Saved entries:
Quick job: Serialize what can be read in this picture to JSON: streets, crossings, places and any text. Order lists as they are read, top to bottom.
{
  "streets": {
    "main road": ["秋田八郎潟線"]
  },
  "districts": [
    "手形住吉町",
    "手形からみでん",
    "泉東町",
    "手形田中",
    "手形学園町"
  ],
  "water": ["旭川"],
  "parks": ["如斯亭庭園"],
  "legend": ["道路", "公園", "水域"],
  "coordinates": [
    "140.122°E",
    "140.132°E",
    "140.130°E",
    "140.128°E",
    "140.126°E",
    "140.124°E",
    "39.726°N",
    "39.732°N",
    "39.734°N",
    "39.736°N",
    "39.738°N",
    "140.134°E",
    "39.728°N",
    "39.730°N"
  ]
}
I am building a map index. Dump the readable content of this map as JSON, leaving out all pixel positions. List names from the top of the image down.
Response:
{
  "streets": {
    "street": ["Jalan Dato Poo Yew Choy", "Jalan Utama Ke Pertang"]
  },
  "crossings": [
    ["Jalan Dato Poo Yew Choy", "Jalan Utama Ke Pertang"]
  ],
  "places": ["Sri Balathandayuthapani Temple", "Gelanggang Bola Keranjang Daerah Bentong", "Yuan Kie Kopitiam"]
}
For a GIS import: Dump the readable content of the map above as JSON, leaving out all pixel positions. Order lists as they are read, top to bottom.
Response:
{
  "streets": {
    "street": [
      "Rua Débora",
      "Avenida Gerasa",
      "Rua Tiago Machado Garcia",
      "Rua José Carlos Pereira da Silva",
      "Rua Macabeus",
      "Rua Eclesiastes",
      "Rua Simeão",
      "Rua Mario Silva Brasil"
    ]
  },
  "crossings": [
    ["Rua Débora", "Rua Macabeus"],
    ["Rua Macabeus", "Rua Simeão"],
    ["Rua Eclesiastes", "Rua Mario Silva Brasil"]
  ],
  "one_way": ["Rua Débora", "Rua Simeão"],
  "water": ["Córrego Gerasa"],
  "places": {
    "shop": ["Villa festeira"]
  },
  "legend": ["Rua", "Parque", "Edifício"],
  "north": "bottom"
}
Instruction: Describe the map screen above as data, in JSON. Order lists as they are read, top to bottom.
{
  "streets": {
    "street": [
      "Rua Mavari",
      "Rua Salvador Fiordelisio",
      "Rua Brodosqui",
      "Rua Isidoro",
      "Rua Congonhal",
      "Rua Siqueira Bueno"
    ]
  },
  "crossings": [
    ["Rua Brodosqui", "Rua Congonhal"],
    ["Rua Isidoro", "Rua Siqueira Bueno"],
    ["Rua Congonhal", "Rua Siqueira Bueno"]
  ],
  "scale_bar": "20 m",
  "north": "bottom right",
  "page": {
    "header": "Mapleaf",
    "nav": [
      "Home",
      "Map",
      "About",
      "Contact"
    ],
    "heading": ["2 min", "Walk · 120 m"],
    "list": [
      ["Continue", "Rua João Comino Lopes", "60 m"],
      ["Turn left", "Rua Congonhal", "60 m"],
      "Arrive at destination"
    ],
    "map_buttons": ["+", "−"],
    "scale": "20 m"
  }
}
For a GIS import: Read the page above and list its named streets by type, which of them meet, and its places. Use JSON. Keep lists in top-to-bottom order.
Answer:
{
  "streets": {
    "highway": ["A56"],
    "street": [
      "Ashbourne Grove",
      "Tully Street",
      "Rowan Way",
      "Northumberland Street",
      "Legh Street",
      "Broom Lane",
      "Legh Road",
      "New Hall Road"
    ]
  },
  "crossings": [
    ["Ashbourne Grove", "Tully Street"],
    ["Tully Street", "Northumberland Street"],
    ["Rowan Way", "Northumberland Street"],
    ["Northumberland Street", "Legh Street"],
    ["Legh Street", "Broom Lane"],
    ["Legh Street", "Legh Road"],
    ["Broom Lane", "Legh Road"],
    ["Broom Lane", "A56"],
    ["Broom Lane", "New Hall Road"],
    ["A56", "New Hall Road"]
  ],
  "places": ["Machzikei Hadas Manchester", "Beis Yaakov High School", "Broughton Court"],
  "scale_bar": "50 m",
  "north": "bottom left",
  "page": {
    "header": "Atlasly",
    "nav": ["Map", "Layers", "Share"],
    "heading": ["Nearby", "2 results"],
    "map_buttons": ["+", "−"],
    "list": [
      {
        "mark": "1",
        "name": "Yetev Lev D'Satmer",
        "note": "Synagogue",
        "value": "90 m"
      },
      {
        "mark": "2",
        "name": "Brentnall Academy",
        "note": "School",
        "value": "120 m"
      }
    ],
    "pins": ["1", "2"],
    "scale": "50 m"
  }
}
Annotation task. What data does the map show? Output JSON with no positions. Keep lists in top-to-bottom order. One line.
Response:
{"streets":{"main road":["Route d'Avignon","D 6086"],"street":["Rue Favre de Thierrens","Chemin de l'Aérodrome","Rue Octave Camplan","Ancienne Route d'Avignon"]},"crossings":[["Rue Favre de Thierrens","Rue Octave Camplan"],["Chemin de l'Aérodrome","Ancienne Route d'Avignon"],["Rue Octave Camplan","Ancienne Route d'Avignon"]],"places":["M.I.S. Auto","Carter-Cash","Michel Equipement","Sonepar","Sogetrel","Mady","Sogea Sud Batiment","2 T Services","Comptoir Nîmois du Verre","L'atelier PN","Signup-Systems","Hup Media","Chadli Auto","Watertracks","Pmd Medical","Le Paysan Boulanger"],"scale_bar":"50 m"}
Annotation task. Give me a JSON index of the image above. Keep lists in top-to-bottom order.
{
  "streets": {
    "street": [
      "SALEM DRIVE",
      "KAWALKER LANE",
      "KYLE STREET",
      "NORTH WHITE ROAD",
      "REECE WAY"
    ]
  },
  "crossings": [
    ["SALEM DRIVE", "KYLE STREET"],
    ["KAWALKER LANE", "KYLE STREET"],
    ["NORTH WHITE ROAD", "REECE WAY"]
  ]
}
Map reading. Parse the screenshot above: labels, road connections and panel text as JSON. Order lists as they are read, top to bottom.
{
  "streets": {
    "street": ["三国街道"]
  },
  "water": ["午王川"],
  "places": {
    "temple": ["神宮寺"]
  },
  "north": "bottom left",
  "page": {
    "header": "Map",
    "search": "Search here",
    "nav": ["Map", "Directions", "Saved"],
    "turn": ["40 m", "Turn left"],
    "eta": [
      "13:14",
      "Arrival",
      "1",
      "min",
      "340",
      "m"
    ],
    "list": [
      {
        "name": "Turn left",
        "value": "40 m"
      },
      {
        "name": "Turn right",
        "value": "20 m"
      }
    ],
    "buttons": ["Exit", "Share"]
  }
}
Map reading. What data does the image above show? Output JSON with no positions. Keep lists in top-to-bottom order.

• ACTION ITEM
Print only the lines running from the one with "Annotation task. Give" to the final line of the data above, each exactly as it appears.

• YOUR SOLUTION
Annotation task. Give me a JSON index of the image above. Keep lists in top-to-bottom order.
{
  "streets": {
    "street": [
      "SALEM DRIVE",
      "KAWALKER LANE",
      "KYLE STREET",
      "NORTH WHITE ROAD",
      "REECE WAY"
    ]
  },
  "crossings": [
    ["SALEM DRIVE", "KYLE STREET"],
    ["KAWALKER LANE", "KYLE STREET"],
    ["NORTH WHITE ROAD", "REECE WAY"]
  ]
}
Map reading. Parse the screenshot above: labels, road connections and panel text as JSON. Order lists as they are read, top to bottom.
{
  "streets": {
    "street": ["三国街道"]
  },
  "water": ["午王川"],
  "places": {
    "temple": ["神宮寺"]
  },
  "north": "bottom left",
  "page": {
    "header": "Map",
    "search": "Search here",
    "nav": ["Map", "Directions", "Saved"],
    "turn": ["40 m", "Turn left"],
    "eta": [
      "13:14",
      "Arrival",
      "1",
      "min",
      "340",
      "m"
    ],
    "list": [
      {
        "name": "Turn left",
        "value": "40 m"
      },
      {
        "name": "Turn right",
        "value": "20 m"
      }
    ],
    "buttons": ["Exit", "Share"]
  }
}
Map reading. What data does the image above show? Output JSON with no positions. Keep lists in top-to-bottom order.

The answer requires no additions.